* Stored data *
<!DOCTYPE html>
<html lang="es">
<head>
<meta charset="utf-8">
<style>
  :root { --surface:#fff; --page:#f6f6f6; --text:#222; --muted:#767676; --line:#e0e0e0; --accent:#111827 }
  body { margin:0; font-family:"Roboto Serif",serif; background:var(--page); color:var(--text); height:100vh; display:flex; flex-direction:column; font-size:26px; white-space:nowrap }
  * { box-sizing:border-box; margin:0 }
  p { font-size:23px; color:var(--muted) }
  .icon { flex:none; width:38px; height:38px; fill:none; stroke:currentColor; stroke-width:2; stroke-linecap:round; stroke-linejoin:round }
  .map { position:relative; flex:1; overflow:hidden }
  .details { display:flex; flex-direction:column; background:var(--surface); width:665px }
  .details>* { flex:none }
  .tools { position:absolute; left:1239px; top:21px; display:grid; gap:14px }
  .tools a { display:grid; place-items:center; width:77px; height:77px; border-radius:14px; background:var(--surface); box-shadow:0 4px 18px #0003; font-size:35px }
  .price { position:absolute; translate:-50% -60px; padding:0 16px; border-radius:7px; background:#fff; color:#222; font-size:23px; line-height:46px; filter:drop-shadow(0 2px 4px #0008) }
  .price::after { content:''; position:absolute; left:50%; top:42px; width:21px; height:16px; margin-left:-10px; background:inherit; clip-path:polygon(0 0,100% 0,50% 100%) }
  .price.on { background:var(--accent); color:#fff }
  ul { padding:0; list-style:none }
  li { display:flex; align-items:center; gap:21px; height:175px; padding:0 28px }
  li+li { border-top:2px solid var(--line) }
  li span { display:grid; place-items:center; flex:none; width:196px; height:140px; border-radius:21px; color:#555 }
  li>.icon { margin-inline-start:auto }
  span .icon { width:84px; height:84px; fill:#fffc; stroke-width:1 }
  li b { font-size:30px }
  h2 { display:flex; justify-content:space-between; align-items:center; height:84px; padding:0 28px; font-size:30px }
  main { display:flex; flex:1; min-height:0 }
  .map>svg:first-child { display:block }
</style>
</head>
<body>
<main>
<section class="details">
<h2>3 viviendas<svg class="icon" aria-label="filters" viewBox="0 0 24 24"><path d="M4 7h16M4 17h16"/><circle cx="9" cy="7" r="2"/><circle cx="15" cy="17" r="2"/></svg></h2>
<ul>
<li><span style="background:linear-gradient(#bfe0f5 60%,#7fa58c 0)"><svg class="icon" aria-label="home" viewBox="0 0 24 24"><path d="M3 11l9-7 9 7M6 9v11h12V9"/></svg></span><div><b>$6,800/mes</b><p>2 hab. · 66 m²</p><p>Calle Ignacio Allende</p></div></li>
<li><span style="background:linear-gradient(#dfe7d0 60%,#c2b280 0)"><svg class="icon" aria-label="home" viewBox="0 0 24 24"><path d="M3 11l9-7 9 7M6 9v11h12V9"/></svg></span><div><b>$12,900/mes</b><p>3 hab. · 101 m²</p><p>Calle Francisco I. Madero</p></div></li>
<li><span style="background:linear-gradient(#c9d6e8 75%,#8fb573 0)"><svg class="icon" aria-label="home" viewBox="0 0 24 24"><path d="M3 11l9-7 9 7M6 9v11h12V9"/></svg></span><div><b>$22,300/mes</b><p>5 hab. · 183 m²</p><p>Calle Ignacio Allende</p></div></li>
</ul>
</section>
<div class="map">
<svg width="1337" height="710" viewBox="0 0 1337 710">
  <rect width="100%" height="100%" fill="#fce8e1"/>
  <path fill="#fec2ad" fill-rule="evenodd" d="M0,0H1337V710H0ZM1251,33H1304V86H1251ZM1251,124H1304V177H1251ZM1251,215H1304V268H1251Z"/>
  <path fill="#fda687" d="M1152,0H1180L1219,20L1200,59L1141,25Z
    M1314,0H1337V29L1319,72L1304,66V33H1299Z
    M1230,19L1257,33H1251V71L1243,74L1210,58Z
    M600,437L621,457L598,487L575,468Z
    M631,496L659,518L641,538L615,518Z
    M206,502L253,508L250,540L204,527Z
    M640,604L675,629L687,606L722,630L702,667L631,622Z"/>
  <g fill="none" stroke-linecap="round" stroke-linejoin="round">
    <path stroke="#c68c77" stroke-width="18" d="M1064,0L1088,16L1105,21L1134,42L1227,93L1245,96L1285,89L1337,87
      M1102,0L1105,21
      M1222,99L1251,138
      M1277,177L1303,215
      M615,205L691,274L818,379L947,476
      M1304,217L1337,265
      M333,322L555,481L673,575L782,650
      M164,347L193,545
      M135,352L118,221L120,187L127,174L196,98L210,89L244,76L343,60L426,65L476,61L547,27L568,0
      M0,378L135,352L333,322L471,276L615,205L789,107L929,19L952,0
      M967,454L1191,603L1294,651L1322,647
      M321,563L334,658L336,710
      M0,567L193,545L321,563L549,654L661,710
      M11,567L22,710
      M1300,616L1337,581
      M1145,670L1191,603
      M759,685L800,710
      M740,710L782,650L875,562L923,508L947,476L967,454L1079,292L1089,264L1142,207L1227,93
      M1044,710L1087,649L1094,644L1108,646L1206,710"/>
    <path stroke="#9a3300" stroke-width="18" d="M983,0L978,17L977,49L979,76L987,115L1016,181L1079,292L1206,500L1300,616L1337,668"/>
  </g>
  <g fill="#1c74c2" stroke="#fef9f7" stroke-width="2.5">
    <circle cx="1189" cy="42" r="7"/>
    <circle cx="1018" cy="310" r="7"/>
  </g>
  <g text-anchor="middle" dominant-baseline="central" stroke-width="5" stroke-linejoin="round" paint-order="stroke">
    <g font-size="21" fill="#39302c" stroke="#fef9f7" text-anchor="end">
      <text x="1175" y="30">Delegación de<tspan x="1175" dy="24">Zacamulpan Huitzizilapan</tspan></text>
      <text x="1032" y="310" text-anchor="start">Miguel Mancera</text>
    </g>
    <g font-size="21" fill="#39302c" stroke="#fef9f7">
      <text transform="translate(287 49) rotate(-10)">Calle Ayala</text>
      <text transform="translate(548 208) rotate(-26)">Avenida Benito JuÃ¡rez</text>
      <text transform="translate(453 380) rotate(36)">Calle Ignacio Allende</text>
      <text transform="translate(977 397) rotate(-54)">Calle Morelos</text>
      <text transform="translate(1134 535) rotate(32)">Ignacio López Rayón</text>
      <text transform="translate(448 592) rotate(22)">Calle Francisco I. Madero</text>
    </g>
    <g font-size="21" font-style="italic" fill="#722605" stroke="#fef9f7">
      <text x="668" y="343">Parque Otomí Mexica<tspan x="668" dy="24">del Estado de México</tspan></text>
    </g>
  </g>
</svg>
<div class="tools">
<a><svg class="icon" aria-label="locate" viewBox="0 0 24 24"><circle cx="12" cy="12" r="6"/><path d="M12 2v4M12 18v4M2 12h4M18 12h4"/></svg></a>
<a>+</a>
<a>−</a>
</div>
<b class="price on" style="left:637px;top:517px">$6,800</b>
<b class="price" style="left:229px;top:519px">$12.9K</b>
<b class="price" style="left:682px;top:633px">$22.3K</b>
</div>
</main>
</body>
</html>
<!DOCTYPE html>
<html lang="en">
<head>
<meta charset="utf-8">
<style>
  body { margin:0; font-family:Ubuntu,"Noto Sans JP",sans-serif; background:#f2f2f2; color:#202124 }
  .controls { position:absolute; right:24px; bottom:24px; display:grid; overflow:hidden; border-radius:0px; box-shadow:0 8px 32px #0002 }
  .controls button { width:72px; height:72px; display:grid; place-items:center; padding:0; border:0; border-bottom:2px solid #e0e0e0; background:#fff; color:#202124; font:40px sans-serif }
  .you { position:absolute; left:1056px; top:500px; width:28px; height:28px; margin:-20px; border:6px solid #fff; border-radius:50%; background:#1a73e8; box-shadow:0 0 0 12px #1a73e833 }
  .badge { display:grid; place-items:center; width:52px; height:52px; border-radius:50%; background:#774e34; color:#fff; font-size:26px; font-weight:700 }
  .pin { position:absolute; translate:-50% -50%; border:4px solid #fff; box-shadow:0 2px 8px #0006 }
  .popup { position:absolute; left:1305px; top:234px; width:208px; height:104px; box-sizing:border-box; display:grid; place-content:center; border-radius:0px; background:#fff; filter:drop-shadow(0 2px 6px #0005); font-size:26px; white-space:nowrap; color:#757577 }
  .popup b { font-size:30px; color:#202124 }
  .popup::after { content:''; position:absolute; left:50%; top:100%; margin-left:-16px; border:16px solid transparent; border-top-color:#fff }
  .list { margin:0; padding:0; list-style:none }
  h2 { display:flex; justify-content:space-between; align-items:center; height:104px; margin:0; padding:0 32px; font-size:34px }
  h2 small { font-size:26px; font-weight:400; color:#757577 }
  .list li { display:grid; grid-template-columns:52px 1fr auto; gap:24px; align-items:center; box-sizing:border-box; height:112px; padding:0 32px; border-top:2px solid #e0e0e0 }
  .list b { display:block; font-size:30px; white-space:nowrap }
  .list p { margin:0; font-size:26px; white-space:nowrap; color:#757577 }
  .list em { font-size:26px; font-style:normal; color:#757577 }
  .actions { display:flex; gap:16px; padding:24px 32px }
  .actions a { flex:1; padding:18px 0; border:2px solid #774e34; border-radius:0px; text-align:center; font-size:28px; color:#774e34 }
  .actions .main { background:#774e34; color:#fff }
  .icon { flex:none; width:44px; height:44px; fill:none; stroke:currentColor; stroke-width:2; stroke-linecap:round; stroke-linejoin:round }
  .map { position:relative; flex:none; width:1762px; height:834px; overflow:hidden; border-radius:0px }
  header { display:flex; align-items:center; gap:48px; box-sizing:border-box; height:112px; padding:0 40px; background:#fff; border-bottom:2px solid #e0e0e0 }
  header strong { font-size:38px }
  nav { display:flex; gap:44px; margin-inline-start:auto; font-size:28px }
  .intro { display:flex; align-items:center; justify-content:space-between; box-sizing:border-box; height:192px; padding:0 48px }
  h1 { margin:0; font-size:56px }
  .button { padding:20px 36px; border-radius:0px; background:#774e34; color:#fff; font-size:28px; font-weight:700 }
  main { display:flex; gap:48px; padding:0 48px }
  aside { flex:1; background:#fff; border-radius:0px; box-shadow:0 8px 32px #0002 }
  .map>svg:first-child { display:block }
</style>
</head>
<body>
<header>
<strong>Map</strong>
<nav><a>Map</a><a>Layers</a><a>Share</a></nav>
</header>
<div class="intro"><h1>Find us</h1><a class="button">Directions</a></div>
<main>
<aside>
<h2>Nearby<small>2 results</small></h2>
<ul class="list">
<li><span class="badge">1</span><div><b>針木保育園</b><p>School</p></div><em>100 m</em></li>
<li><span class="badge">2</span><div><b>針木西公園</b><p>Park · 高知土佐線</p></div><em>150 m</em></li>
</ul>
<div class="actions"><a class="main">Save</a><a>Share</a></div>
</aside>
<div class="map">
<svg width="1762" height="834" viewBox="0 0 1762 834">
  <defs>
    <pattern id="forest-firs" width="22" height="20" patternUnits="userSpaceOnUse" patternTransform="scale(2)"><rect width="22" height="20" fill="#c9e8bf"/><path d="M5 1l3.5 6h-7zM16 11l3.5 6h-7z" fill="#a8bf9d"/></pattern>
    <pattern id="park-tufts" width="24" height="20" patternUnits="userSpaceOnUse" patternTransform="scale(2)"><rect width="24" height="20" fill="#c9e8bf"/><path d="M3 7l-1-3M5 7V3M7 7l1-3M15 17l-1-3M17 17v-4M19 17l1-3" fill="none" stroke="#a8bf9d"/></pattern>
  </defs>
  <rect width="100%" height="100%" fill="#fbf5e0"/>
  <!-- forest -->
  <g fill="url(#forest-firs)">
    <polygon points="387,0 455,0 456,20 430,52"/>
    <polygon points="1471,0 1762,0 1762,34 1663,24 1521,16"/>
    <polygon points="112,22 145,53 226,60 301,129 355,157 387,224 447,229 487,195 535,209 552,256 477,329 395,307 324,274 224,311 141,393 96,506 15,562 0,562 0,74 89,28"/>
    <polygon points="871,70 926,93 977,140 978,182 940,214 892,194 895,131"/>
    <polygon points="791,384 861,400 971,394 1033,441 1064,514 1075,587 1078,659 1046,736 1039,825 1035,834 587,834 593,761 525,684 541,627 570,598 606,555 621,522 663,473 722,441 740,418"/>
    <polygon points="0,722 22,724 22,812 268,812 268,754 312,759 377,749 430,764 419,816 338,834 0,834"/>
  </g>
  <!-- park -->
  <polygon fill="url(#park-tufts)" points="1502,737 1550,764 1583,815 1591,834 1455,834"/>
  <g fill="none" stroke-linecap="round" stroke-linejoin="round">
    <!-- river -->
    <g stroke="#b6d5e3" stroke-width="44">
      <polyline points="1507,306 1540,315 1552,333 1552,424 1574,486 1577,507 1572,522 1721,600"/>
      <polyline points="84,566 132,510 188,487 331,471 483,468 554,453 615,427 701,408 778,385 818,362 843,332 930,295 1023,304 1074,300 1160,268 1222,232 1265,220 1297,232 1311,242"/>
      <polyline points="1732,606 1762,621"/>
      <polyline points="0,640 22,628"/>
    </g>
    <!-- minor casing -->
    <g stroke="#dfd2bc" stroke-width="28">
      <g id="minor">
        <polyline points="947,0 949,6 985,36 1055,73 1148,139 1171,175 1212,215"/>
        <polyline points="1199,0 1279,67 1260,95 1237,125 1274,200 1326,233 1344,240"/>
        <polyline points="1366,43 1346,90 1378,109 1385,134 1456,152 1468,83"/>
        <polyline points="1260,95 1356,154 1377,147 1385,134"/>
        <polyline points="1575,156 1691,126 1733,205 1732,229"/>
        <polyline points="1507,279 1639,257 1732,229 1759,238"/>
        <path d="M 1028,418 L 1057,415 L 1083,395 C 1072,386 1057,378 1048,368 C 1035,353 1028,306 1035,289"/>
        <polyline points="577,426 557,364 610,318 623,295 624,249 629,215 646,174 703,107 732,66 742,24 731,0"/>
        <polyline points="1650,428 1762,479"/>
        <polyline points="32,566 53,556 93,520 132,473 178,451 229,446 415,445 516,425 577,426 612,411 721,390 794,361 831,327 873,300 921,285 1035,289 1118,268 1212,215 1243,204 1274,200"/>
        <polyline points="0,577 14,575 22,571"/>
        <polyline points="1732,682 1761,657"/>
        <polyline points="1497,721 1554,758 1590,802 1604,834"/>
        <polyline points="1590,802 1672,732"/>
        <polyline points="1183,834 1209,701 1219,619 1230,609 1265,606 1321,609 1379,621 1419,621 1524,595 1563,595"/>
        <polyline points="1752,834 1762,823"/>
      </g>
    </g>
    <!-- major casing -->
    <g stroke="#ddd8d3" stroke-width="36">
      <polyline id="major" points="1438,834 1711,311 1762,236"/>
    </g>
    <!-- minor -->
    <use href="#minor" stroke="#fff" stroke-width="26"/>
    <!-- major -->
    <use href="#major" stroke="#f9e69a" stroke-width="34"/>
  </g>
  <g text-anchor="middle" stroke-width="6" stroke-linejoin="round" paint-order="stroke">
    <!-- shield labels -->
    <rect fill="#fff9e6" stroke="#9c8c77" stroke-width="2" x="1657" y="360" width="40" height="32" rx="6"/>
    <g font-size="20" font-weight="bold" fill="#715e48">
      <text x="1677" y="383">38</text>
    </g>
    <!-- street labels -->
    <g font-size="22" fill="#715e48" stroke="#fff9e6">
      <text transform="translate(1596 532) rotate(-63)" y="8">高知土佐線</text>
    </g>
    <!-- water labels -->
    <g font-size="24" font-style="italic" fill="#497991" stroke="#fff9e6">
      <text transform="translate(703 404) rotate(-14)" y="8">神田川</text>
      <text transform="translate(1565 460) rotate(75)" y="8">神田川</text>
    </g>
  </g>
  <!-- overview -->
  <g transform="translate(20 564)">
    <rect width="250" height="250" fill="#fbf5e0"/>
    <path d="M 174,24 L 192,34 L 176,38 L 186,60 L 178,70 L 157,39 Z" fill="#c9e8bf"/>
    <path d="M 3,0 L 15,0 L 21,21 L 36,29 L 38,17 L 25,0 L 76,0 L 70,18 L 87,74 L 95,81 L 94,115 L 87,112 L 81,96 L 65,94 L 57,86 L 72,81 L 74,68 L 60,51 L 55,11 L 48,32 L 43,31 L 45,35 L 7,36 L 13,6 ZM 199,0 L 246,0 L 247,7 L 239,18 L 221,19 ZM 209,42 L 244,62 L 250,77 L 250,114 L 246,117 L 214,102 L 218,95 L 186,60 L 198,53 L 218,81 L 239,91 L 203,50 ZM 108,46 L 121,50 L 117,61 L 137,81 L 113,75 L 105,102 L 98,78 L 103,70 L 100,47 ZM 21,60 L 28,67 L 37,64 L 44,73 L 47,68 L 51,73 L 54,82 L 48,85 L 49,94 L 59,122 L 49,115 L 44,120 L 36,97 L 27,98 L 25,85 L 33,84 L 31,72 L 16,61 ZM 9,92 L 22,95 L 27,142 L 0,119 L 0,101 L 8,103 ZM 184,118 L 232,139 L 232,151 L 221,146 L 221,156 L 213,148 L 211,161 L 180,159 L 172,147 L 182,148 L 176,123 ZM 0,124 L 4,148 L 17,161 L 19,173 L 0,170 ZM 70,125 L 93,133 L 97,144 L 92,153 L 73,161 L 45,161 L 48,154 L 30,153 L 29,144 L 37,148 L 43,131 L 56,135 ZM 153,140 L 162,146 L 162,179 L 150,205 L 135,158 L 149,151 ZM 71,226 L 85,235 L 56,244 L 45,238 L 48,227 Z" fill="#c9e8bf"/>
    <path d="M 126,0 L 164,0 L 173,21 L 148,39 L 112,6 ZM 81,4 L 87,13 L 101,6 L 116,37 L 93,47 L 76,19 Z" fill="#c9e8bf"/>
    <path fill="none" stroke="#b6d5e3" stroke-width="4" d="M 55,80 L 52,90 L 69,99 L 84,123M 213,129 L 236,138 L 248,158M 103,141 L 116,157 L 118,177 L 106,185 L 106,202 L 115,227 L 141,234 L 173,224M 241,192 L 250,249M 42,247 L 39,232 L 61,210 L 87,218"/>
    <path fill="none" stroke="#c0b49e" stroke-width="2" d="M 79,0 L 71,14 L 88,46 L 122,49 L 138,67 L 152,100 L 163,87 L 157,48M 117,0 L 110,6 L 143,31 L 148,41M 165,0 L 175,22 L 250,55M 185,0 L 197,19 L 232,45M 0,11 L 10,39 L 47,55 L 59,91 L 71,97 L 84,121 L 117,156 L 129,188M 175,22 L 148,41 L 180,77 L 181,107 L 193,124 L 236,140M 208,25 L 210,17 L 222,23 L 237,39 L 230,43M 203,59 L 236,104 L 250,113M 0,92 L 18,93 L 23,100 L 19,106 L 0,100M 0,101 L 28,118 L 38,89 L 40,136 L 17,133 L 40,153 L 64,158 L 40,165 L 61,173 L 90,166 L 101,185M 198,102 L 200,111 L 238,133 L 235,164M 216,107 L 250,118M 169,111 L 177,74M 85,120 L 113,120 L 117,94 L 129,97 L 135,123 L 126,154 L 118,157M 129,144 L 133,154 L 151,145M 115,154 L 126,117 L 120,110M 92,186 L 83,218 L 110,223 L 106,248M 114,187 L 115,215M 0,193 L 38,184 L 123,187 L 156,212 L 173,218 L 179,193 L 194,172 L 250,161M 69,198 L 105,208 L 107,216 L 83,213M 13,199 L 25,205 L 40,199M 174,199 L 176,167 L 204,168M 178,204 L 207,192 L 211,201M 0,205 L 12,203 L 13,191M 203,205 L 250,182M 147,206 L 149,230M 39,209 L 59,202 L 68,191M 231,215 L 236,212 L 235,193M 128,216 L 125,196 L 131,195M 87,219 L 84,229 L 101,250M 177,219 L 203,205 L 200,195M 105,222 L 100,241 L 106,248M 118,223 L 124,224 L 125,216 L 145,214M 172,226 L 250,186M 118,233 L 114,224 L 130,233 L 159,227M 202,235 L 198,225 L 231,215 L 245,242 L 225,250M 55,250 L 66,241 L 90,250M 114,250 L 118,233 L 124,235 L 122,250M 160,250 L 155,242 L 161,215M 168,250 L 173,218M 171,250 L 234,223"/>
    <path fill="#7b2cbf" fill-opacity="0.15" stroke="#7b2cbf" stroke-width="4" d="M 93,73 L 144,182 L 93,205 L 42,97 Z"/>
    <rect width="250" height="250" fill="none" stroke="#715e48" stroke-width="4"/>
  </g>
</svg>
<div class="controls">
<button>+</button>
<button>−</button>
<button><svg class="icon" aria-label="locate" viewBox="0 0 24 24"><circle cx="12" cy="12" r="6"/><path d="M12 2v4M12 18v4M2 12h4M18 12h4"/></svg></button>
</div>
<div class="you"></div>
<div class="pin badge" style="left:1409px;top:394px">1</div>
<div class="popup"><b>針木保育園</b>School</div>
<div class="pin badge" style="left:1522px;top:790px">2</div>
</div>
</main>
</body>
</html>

* Aim of the task *
Restate, word for word and with nothing added, the lines from the beginning of the records above through the line that contains "position:relative; flex:1; overflow:hidden".

* Exercise answer *
<!DOCTYPE html>
<html lang="es">
<head>
<meta charset="utf-8">
<style>
  :root { --surface:#fff; --page:#f6f6f6; --text:#222; --muted:#767676; --line:#e0e0e0; --accent:#111827 }
  body { margin:0; font-family:"Roboto Serif",serif; background:var(--page); color:var(--text); height:100vh; display:flex; flex-direction:column; font-size:26px; white-space:nowrap }
  * { box-sizing:border-box; margin:0 }
  p { font-size:23px; color:var(--muted) }
  .icon { flex:none; width:38px; height:38px; fill:none; stroke:currentColor; stroke-width:2; stroke-linecap:round; stroke-linejoin:round }
  .map { position:relative; flex:1; overflow:hidden }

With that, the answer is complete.